We spent another three days paddling down the Yukon river, stopping at more historical sites, abandoned villages and a cemetery.  It was fascinating to think of those people, often from far away, who had tried to make a go of it finding gold in the wilderness and harsh climate of the North.   Each campsite we found was different than the next.  The routine was the same, set up the tent, start a fire, put up a tarp if it rained.  After cooking dinner, we had to put the sealed plastic barrel with the food between 50 to 100 meters away from the tent.   Trees are too small to hang food from as we do in BC.  Evenings,  I sat by the fire and enjoyed reading The People of the Deer  by Farley Mowatt,  a second hand book that I had picked up in Whitehorse.  A great story of his time spent with the last Inuit living off the land in the central Barrens of the Arctic in the late 40s.  Never did see the sunset as we crashed and slept at around 11 pm,  about an hour before it actually set.   There was no need for the headlamp that I had brought along as it never got dark in the tent. 

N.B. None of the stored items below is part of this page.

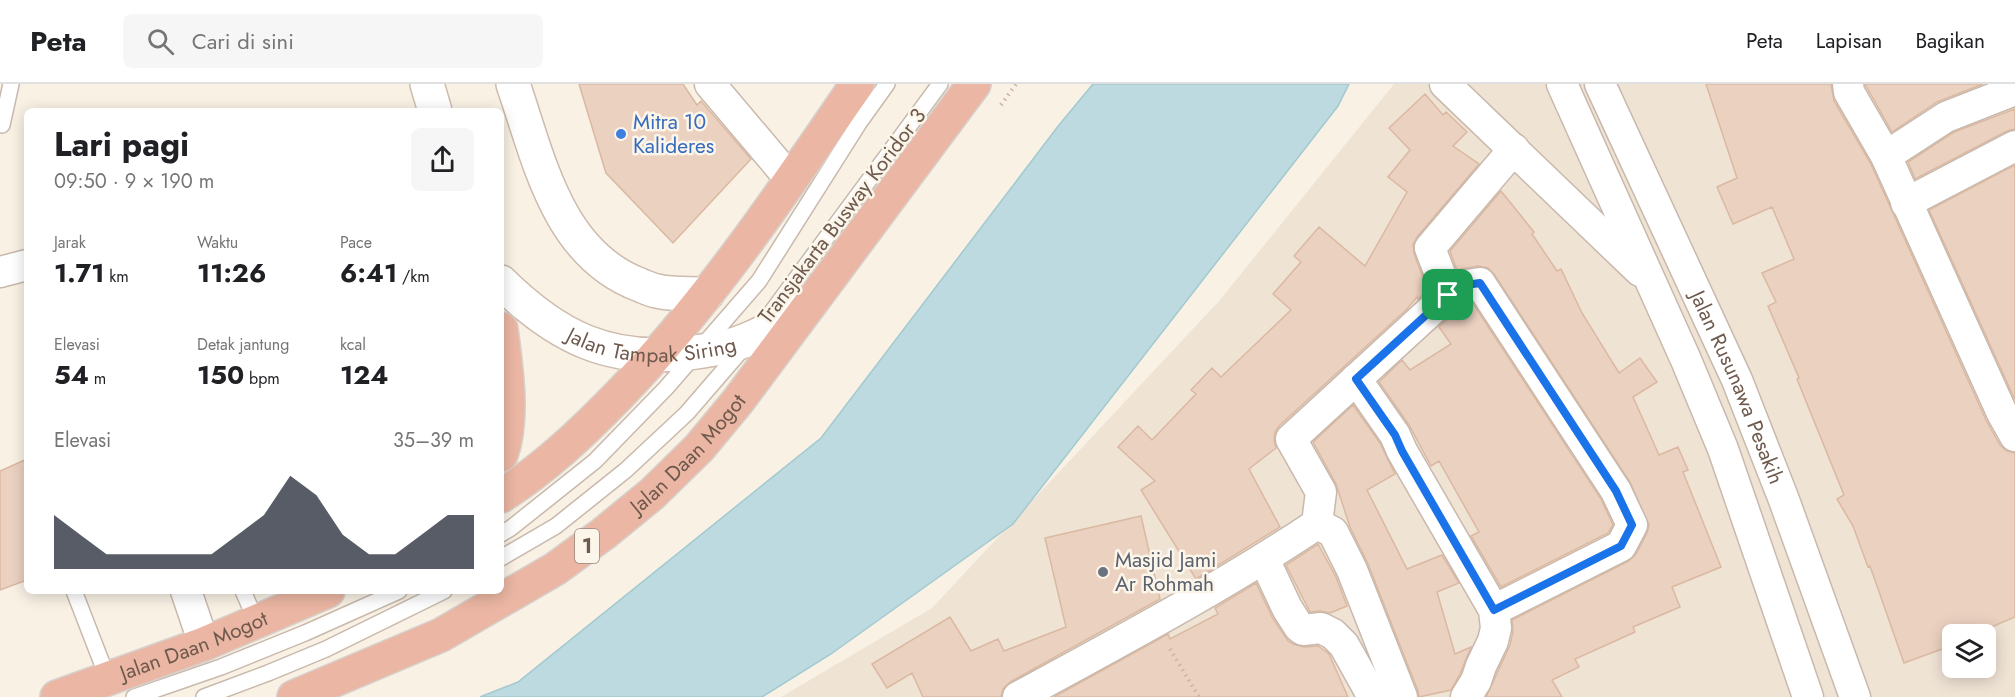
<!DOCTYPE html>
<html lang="id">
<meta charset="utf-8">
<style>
:root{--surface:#fff;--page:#f6f6f6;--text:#202124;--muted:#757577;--line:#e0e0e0;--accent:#111827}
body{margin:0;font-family:Jost,sans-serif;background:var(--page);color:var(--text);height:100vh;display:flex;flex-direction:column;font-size:22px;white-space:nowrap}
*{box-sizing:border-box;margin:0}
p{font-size:20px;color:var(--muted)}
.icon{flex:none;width:33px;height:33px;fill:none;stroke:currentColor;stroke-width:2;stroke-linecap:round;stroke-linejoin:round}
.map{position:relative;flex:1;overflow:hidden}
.details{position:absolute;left:24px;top:24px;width:480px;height:486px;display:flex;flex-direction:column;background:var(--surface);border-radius:9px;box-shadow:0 3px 15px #0003}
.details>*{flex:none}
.controls{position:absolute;left:1942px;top:540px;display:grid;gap:12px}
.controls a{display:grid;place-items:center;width:54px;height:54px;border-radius:9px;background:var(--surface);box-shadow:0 3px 15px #0003;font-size:30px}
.pin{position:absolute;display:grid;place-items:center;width:51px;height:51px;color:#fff;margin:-26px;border-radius:12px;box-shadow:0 3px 9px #0006}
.round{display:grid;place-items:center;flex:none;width:63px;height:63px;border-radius:9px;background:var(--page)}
.summary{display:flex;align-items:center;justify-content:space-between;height:102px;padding:0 30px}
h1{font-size:33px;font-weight:700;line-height:45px}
.figures{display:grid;grid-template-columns:repeat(3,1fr);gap:9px;height:102px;padding:6px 30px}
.figures div{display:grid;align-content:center}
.figures b{font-size:26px;font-weight:700}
.figures small{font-size:16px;font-weight:400}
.figures p{font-size:16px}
.chart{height:168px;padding:12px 30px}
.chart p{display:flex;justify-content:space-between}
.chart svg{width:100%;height:108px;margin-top:6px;fill:var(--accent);opacity:.7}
header{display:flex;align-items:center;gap:36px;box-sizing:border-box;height:84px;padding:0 30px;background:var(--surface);border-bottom:2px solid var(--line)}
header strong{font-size:28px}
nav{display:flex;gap:33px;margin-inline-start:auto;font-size:21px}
.search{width:420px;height:54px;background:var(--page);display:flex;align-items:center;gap:15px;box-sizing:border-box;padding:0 21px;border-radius:9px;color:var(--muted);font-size:22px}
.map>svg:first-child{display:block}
.residential{fill:#efe3d4;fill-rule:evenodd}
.water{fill:#bcdadf;stroke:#a3c9d0;stroke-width:1.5}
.building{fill:#ebd1c0;stroke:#dbb8a2;stroke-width:1.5}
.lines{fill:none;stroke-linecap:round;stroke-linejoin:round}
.lane-casing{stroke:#c8b9ac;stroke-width:18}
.street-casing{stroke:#c8b9ac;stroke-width:33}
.secondary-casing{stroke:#cdbbad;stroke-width:36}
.highway-casing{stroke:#d6d1cd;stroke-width:36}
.path{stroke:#cfb4a3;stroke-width:4;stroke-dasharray:1.5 4.5;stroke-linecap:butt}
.lane{stroke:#fff;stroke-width:15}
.street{stroke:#fff;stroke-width:30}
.secondary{stroke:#fff;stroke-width:33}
.highway{stroke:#ebb6a3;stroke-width:33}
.route-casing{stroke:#fff;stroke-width:12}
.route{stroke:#1a73e8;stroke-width:8}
.shop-dot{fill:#3f7fe0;stroke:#fcf5ea;stroke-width:2}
.worship-dot{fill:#6b7280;stroke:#fcf5ea;stroke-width:2}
.labels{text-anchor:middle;stroke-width:5;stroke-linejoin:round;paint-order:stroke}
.shield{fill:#fcf5ea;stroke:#99887c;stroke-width:1.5}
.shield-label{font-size:20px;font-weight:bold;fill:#6e594d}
.shop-label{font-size:21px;fill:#366cbe;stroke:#fcf5ea;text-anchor:start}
.street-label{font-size:21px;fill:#6e594d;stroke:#fcf5ea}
.worship-label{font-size:21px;fill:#5b616d;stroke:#fcf5ea;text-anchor:start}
</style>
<header>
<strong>Peta</strong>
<div class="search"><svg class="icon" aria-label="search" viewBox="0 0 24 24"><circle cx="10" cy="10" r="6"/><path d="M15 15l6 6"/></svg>Cari di sini</div>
<nav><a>Peta</a><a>Lapisan</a><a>Bagikan</a></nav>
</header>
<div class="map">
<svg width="2015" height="613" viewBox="0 0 2015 613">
<rect width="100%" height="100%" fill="#f9f1e4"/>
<path class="residential" d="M1394 0H2015V613H781L932 524 1220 216ZM1953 550H1986V584H1953Z"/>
<path class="water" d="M1093 0H1349L1338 22 1013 440 831 570 762 613H480L518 598 821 354 1059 41Z"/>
<path class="building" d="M579 0H683L697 21 701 17 751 75 673 159 606 89Z
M1706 0H1831L1834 17 1871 80 1986 336 2000 361 2007 367 2015 369V533L1975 550H1953V561L1904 579 1870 482 1868 483 1853 442 1837 415 1844 411 1797 295 1799 294 1768 222 1776 218 1762 189 1794 175 1772 123 1733 140 1717 103 1737 94Z
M1865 0H1983L1937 18 1892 48Z
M1425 10 1443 31 1446 28 1467 48 1453 62 1479 80 1417 153 1413 161 1414 170 1428 206 1418 215 1417 213 1407 225 1279 342 1275 348 1274 356 1276 364 1249 385 1280 443 1196 495 1141 406 1155 397 1118 363 1138 342 1152 356 1196 310 1191 306 1212 284 1221 293 1291 226 1273 210 1301 178 1294 172 1319 143 1365 182 1407 108 1388 93 1410 66 1389 44Z
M2015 25V45L2007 47 1915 95 1908 78 1954 48Z
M2015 81V316L1929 126Z
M1501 107 1534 148 1532 150 1557 187 1561 185 1582 229 1619 289 1640 274 1657 298 1633 313 1659 371 1678 363 1688 386 1683 388 1721 483 1672 503 1680 523 1633 543 1635 548 1575 575 1579 583 1552 596 1562 613H1486L1510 561 1513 548 1512 536 1629 477 1636 470 1647 449 1649 441 1630 398 1494 190 1488 184 1478 182 1457 186 1450 167Z
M1472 218 1601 415 1613 441 1608 449 1501 503 1471 452 1479 448 1439 377 1431 382 1409 341 1379 298 1402 276 1410 286 1451 260 1439 243 1458 225Z
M1353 321 1380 359 1395 390 1367 406 1407 485 1442 471 1459 499 1437 508 1455 570 1471 563 1460 590 1451 606 1419 613 1418 607 1368 480 1350 443 1336 400 1313 358Z
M27 375V496L0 506V387Z
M1141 432 1160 515 1010 598 1003 605 1001 613H923L912 589 887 604 872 580 950 533 971 567 998 555 1004 567 1066 543 1045 454Z
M1318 460 1336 493 1347 522 1330 529 1320 527 1310 528 1286 481Z
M1256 499 1272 533 1288 557 1293 560 1304 563 1318 562 1329 570 1348 613H1054L1168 550 1170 555 1218 530 1215 524Z"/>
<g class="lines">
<g class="lane-casing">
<path id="lane" d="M2 41 11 0
M765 237 940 0
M501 450 511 444 595 377 666 304 759 197 859 39 887 0
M501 474 556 442 626 386 687 329 744 263
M74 507 108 595
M243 507 257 539
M134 613 221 583 305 549 399 507
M204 613 268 589 326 565 444 507"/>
</g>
<g class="street-casing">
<g id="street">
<path d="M710 0 791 96"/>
<path d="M1445 0 1640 187"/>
<path d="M1562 0 1686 276 1723 365 1808 613"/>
<path id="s1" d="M1600 0 1737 296 1784 416 1855 613"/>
<path d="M1848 0 1849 8 1886 72 2002 329 2015 352"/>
<path d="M1886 72 1946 33 2015 6"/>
<path d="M1906 119 2015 62"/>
<path d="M0 188 27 181"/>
<path d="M1448 211 1466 201 1480 199 1616 407 1632 441 1621 462 1494 526"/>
<path d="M1356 295 1395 351 1402 367 1494 526 1496 544 1493 557 1481 582 1476 597 1466 613"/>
<path d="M1317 440 1333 448 1352 486 1402 613"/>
<path d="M1264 475 1287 524 1299 543 1303 546 1321 544 1333 550 1344 561 1373 613"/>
<path d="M186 507 204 560"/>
<path d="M1018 613C1119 558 1221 504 1317 440L1321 408 1291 355 1448 211 1430 164 1514 65"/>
</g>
</g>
<g class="secondary-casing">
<g id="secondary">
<path d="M427 0 435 27"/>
<path d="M513 0C539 75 557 170 640 201 645 203 651 206 657 207 672 211 691 209 707 210"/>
<path id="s2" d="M501 198C557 253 609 279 689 269 710 266 732 263 751 254 772 245 791 232 810 220"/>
</g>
</g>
<g class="highway-casing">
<g id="highway">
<path d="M501 245C506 283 514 335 501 371"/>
<path d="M501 412C545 384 582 349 619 311 710 217 783 108 857 0"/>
<path id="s3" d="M57 613 204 560 328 507"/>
<path id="s4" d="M294 613 441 551 555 485 603 450 652 410 699 364 738 317 974 0"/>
</g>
</g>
<path class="path" d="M1001 21 1016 0
M1170 565 1199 613"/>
<use href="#lane" class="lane"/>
<use href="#street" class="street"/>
<use href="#secondary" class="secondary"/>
<use href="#highway" class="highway"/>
</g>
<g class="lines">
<g class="route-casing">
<path id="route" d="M1480 199 1616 407 1632 441 1621 462 1494 526 1402 367 1395 351 1356 295 1448 211 1466 201Z"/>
</g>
<use href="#route" class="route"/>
</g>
<circle class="shop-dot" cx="621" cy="50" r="6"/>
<circle class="worship-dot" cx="1103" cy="488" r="6"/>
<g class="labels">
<rect class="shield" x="575" y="445" width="24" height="34" rx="4.5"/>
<g class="shield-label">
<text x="587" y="469">1</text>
</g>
<g class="shop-label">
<text x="633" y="45">Mitra 10<tspan x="633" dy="24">Kalideres</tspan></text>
</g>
<g class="street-label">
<text transform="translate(842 132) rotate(-53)" y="7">Transjakarta Busway Koridor 3</text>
<text dy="7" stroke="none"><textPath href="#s2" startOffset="171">Jalan Tampak Siring</textPath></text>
<text dy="7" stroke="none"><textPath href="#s1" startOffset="333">Jalan Rusunawa Pesakih</textPath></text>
<text dy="7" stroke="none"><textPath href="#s4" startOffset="468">Jalan Daan Mogot</textPath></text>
<text dy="7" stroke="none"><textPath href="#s3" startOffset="146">Jalan Daan Mogot</textPath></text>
</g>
<g class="worship-label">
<text x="1115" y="483">Masjid Jami<tspan x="1115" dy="24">Ar Rohmah</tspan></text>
</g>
</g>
</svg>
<div class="controls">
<a><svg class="icon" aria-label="layers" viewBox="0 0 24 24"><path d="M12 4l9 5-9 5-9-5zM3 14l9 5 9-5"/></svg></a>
</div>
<div class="pin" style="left:1448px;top:211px;background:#1e9e55"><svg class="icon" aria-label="arrive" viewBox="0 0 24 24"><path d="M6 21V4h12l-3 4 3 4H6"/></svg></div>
<section class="details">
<div class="summary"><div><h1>Lari pagi</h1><p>09:50 · 9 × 190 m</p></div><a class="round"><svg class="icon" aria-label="share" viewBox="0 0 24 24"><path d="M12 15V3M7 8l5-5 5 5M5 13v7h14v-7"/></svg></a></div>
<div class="figures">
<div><p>Jarak</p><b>1.71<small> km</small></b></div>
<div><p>Waktu</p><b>11:26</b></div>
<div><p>Pace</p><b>6:41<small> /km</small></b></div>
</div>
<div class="figures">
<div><p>Elevasi</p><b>54<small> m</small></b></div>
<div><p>Detak jantung</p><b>150<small> bpm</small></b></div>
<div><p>kcal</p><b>124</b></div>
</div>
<div class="chart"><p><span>Elevasi</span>35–39 m</p>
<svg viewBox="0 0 160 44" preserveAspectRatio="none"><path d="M0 44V22L10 30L20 38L30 38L40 38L50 38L60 38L70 30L80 22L90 6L100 14L110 30L120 38L130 38L140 30L150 22L160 22V44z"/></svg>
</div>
</section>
</div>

On the last day, about half an hour before arriving at the campsite in Carmacks where we were to leave the canoe behind, we got walloped by wind and rain.  We got drenched.  However, there was a warm dining hall for a restaurant to dry off and get organized while eating an excellent cheeseburger.  I gave the rest of our food to a German couple that were on a 4 month paddle of  the entire Yukon river, up to the delta in the Bering Sea.  We hitched a ride back to Whitehorse, in time for some local beer and the third period of game 5 of the Stanley cup finals,   then Larry picked us up for a last night in Whitehorse and in the land of the Midnight Sun.